3 pangeran / kelompok pangeran di arab saudi akan berebut tahta raja
saudi.
Apakah masa pergantian raja salman kelak, yang kabarnya digoyang dan
diisukan
mau dikudeta, juga dianggap beliau lebih dekat dengan islam, atau raja
berikutnya. Tidak tau, kemaren orang-orang mengira raja abdullah dan
masanya
ternyata lewat. Pendapat lain itu dimaksud 3 kelompok yang ingin atau
berniat
tegaknya khilafah, perbendaharaan dimaksud sebagai pejuang/pasukan yang
mengatas namakan islam. Apakah klompok jihadis ini semua sunni/aswaja
atau ada
syiah, khawarij, dan sunni atau semisal lainnya, sufyani, yamani, dan
khurasani. Entahlah. 3 kelompok ini berperang, sampai khalifah diberikan
pada
yang hak. Al mahdi. Maka tidak berselisih lagi mereka yang masih digaris
benar,
akan bersatu dengan mahdi. Atau pula, mengingat apakah 3 pasukan, satu
di yaman, satu di syam dan satunya di irak juga merupakan nubuat untuk
keadaan akhir jaman pula, dimana masing-masing menghadapi musuh
masing-masing di wilayahnya, tapi tidak dapat menjadi khalifahan karena
jalan sendiri-sendiri, kemudian akan mengutus masing-masing kepada imam
mahdi untuk berbaiat baru bisa terbentuk khalifah karena persatuan ini.

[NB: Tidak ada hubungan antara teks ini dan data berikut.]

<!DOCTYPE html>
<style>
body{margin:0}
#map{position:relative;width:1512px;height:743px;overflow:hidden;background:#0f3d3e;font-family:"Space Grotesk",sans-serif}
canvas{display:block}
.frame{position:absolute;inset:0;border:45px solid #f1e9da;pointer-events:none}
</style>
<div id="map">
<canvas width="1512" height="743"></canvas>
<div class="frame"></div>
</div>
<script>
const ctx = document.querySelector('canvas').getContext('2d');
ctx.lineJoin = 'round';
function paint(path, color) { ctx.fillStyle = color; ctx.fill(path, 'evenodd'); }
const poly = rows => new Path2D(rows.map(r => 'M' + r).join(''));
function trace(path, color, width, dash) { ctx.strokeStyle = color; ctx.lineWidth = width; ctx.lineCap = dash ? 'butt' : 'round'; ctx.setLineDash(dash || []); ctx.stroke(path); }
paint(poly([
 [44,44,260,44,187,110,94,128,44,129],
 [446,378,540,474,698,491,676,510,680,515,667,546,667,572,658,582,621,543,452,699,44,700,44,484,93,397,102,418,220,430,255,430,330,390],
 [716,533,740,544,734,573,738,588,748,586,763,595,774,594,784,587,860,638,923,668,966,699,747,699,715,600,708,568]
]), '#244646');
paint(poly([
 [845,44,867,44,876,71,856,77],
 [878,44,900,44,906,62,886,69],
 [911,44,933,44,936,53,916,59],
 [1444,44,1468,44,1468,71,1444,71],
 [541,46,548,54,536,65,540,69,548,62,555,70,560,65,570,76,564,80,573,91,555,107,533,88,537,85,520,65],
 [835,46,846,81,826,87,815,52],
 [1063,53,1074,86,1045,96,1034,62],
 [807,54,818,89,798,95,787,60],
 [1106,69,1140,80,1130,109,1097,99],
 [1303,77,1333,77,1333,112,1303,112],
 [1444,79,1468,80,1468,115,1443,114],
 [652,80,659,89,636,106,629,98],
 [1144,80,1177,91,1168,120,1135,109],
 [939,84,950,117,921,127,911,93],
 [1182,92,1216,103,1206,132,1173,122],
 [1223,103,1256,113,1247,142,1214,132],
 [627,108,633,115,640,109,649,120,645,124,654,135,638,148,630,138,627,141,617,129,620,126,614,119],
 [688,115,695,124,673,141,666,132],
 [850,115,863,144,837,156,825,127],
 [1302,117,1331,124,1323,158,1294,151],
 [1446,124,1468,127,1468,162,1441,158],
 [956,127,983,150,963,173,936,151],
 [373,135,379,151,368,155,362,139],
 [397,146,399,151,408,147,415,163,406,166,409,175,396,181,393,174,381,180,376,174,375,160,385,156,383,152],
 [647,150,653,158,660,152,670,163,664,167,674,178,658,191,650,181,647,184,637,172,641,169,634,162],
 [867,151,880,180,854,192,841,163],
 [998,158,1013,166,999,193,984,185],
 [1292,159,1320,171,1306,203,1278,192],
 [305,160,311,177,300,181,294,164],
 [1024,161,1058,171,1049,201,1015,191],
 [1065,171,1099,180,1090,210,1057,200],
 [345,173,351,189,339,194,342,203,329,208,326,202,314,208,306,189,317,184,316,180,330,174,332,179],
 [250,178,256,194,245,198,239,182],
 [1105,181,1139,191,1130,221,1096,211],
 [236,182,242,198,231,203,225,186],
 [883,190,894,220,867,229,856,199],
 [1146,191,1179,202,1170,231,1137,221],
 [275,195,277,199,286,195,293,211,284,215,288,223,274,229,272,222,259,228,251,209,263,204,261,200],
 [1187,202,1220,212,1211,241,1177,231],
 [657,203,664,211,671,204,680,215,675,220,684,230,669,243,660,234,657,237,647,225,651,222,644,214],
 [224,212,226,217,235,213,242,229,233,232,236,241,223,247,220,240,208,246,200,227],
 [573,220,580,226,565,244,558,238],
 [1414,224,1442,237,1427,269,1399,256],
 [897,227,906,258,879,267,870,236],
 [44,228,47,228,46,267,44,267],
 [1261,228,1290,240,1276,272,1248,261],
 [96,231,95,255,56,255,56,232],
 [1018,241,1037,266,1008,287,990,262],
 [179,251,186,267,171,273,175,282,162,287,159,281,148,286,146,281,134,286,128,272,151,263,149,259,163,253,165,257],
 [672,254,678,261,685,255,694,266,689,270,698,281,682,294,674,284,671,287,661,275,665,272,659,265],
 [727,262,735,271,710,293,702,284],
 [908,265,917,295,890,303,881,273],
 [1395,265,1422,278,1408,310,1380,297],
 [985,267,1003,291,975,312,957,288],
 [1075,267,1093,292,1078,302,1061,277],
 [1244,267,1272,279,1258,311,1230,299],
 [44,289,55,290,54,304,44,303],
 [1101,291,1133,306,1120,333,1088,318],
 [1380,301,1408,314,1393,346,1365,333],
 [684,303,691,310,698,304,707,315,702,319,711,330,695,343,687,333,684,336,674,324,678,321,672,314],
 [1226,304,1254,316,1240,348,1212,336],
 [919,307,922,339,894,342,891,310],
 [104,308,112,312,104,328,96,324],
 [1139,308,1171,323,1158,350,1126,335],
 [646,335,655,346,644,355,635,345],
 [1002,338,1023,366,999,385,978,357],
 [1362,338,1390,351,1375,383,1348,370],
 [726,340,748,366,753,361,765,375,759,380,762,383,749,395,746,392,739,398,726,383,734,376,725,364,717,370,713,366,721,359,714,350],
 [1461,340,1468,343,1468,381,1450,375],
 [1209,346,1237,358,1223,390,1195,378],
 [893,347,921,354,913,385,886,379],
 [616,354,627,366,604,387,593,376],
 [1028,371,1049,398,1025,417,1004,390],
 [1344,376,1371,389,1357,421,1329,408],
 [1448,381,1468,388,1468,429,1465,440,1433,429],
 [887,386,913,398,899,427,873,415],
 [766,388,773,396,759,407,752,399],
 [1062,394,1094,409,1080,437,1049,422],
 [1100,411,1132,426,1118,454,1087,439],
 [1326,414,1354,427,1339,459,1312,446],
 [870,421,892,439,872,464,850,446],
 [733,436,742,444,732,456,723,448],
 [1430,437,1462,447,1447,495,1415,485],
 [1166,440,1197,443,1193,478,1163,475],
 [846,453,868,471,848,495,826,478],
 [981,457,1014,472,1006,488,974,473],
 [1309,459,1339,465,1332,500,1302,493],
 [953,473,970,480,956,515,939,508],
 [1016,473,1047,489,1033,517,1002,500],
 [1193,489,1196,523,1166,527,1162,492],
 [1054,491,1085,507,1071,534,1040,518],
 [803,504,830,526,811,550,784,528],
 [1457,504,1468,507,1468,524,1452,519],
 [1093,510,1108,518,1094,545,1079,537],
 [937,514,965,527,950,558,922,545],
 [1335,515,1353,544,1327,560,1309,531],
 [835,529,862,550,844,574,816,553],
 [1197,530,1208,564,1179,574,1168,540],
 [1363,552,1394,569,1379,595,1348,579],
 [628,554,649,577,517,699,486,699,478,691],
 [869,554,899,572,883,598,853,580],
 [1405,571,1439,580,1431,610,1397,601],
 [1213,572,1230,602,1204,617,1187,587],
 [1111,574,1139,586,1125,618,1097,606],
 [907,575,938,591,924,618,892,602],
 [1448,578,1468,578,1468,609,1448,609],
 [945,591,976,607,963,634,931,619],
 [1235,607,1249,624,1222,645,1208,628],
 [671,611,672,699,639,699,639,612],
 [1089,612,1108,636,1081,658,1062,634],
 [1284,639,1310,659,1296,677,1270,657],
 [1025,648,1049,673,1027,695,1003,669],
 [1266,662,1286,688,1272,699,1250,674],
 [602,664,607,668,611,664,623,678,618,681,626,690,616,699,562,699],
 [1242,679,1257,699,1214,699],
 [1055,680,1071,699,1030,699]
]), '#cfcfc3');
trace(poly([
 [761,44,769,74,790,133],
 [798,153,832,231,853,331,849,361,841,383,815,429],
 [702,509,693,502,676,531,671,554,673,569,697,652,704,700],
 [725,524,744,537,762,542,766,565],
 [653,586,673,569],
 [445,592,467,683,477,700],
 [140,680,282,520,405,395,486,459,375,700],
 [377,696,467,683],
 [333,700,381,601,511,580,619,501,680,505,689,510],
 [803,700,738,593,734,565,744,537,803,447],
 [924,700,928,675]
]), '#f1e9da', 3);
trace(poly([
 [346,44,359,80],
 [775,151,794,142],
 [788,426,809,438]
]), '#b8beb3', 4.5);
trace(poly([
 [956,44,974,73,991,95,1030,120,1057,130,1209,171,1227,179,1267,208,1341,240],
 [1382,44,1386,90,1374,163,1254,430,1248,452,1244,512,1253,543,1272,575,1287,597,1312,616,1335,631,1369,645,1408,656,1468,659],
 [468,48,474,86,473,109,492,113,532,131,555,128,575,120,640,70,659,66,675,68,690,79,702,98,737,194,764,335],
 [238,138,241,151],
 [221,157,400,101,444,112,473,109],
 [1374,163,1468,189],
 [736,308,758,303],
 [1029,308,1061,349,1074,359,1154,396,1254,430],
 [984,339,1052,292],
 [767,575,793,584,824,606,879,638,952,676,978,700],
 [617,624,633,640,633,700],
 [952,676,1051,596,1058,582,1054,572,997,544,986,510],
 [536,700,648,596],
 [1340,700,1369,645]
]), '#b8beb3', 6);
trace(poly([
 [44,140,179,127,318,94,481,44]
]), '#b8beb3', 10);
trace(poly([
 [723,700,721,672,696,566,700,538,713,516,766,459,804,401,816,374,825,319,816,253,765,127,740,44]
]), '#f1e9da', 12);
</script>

Apa yang dimaksud ketiganya saling berperang atau yang dimaksud
masing-masing disibukkan dengan peperangan sendiri-sendiri dengan musuh
masing-masing pada konteks kewilayahan. Awalnya mereka dari satu
kelompok sama (khilafah). Berpecah dan tetap berjuang demi tegaknya
khilafah. Makna putra dan makna matinya seorang khilafah adalah disini
adalah makna semu, merupakan perbendaharaan, kelompok-kelompok
pilihan-pilihan yang berjuang untuk tegaknya khilafah. Khilafah yang
mati yaitu usamah bin laden, atau negeri afghan (khurasan). Jihadis
berselisih setelah yang dulunya bersatu disana. Entahlah.
Bersambung ...
0 on: "Perebuatan kekuasaan dari 3 putra Khalifah"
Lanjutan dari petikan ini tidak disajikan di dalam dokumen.